On March 8, I issued a news release on the findings of a new Quinnipiac survey of Catholics. In particular, I took aim at a subject that was the source of much media interest, namely the finding that Catholics support same-sex marriage by a margin of 54-38 percent.
After observing that Catholics were asked 14 questions, with responses broken down on the basis of church attendance, I took note of the one exception: the poll did not disaggregate the data on the basis of church attendance regarding same-sex marriage. Predictably, the media gave this “finding” top billing. In fact, it was the source of much conversation on radio and TV over the weekend, all of which was based on misleading data.

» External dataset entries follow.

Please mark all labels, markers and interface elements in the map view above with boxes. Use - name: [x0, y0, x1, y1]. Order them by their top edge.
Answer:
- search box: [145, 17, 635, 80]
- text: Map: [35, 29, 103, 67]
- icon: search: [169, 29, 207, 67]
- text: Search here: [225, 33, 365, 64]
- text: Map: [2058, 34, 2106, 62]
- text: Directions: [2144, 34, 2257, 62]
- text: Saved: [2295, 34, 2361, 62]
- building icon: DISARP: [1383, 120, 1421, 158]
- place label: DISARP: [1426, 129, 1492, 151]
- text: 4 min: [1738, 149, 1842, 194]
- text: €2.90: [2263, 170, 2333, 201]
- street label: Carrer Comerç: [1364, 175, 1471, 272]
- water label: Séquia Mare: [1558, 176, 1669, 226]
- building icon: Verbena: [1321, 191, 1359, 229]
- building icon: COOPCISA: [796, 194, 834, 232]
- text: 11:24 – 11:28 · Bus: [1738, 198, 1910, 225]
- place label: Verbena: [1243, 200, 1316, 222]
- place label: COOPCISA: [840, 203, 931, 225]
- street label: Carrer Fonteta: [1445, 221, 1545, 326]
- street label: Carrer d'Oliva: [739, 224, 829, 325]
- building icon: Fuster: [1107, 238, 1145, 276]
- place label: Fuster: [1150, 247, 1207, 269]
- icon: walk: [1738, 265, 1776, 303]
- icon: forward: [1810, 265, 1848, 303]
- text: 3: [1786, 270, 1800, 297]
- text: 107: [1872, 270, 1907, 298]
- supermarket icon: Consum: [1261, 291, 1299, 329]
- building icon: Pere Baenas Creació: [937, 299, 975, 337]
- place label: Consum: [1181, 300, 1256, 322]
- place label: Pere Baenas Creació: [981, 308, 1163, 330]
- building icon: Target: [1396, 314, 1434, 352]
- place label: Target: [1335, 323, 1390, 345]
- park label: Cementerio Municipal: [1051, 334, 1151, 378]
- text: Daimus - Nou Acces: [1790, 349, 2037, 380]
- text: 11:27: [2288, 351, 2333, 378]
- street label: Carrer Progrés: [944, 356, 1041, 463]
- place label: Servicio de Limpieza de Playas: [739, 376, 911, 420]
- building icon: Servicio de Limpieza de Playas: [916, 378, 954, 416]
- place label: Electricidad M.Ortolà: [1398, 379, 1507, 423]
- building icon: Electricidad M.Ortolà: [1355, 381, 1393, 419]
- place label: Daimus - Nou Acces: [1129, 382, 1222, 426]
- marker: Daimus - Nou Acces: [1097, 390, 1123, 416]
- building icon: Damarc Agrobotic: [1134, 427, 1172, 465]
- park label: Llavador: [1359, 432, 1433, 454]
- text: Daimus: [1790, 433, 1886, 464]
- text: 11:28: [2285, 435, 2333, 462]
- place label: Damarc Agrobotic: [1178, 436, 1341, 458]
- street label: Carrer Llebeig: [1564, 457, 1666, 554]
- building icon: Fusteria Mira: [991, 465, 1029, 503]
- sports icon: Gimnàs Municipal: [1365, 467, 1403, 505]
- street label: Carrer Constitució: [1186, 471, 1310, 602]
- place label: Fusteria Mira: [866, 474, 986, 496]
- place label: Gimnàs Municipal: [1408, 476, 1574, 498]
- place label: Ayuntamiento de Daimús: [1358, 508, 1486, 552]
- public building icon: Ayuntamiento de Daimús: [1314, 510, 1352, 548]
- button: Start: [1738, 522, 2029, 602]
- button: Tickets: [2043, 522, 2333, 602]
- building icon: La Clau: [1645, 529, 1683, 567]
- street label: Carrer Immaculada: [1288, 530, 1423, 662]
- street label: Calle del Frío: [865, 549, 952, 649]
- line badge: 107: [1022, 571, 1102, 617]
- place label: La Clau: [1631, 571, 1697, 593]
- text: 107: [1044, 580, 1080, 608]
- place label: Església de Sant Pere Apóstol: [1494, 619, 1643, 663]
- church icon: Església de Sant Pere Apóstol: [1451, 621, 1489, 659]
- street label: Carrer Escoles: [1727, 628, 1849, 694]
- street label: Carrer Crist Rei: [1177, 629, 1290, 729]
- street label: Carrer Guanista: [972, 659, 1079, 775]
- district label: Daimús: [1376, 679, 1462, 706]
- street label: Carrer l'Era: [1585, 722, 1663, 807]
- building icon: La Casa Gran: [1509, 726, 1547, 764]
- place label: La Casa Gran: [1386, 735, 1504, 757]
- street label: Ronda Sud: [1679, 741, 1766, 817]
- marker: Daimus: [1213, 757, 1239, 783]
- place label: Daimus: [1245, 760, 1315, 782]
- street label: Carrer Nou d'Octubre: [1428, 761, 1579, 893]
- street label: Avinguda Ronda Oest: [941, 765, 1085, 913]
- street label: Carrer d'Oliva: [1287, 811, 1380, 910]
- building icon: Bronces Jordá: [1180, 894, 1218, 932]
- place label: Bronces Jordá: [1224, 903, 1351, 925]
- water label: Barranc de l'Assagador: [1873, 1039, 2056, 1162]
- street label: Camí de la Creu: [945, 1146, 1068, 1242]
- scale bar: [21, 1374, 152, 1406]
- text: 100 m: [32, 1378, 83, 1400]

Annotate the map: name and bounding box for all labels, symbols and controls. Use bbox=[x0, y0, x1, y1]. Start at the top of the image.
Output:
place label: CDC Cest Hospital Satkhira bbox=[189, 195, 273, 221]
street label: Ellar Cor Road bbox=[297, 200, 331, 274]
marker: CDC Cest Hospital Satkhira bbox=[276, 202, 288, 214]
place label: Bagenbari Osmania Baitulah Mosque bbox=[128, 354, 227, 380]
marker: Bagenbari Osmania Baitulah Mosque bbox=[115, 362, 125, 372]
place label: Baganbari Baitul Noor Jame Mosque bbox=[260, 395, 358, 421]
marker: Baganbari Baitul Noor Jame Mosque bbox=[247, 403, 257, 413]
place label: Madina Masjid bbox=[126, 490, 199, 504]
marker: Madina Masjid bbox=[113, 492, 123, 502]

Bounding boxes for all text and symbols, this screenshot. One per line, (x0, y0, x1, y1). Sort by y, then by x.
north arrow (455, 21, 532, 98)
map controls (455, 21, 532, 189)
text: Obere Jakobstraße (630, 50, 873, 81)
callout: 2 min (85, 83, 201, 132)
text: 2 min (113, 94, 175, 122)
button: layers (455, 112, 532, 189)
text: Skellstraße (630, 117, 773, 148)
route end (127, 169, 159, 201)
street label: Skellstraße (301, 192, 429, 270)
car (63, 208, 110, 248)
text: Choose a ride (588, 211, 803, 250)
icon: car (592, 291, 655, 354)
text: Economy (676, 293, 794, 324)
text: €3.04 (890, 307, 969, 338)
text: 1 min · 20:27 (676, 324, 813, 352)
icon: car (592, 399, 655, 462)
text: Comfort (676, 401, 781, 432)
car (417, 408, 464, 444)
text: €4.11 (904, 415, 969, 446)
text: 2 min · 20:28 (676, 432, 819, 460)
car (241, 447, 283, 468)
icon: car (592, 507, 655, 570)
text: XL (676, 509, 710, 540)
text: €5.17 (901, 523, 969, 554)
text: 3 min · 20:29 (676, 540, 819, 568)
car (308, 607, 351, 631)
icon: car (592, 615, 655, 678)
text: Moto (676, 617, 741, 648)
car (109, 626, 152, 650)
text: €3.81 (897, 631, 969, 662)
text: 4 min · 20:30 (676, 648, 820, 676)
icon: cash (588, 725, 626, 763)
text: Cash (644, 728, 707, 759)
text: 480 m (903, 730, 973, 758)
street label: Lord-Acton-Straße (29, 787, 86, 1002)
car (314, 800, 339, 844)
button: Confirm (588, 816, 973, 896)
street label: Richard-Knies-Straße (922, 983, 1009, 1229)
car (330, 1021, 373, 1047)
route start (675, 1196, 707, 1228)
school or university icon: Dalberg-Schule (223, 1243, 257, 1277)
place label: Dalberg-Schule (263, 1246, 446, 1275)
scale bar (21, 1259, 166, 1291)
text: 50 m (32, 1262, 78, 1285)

After our news release was distributed, reporters from CNSNews.com contacted Quinnipiac. What they admitted totally alters the outcome: 55 percent of Catholics who are regular church-goers are opposed to gay marriage, and only 38 percent favor it. This is important because Quinnipiac’s Peter A. Brown was cited all over for claiming that “Catholic voters are leading American voters toward support for same-sex marriage.” Nonsense.
Catholic News Agency spoke to Brown about this matter. He wants us to believe that “we only have so much space, and can only do so many things up front.” But they had plenty of space to record the difference between practicing Catholics and nominal Catholics on whether the next pope should come from the U.S. or not.
Adding to Quinnipiac’s problems is this: even now, after admitting that it misled the public, it still hasn’t corrected the record on its website. Its credibility as a serious survey house has thus been compromised.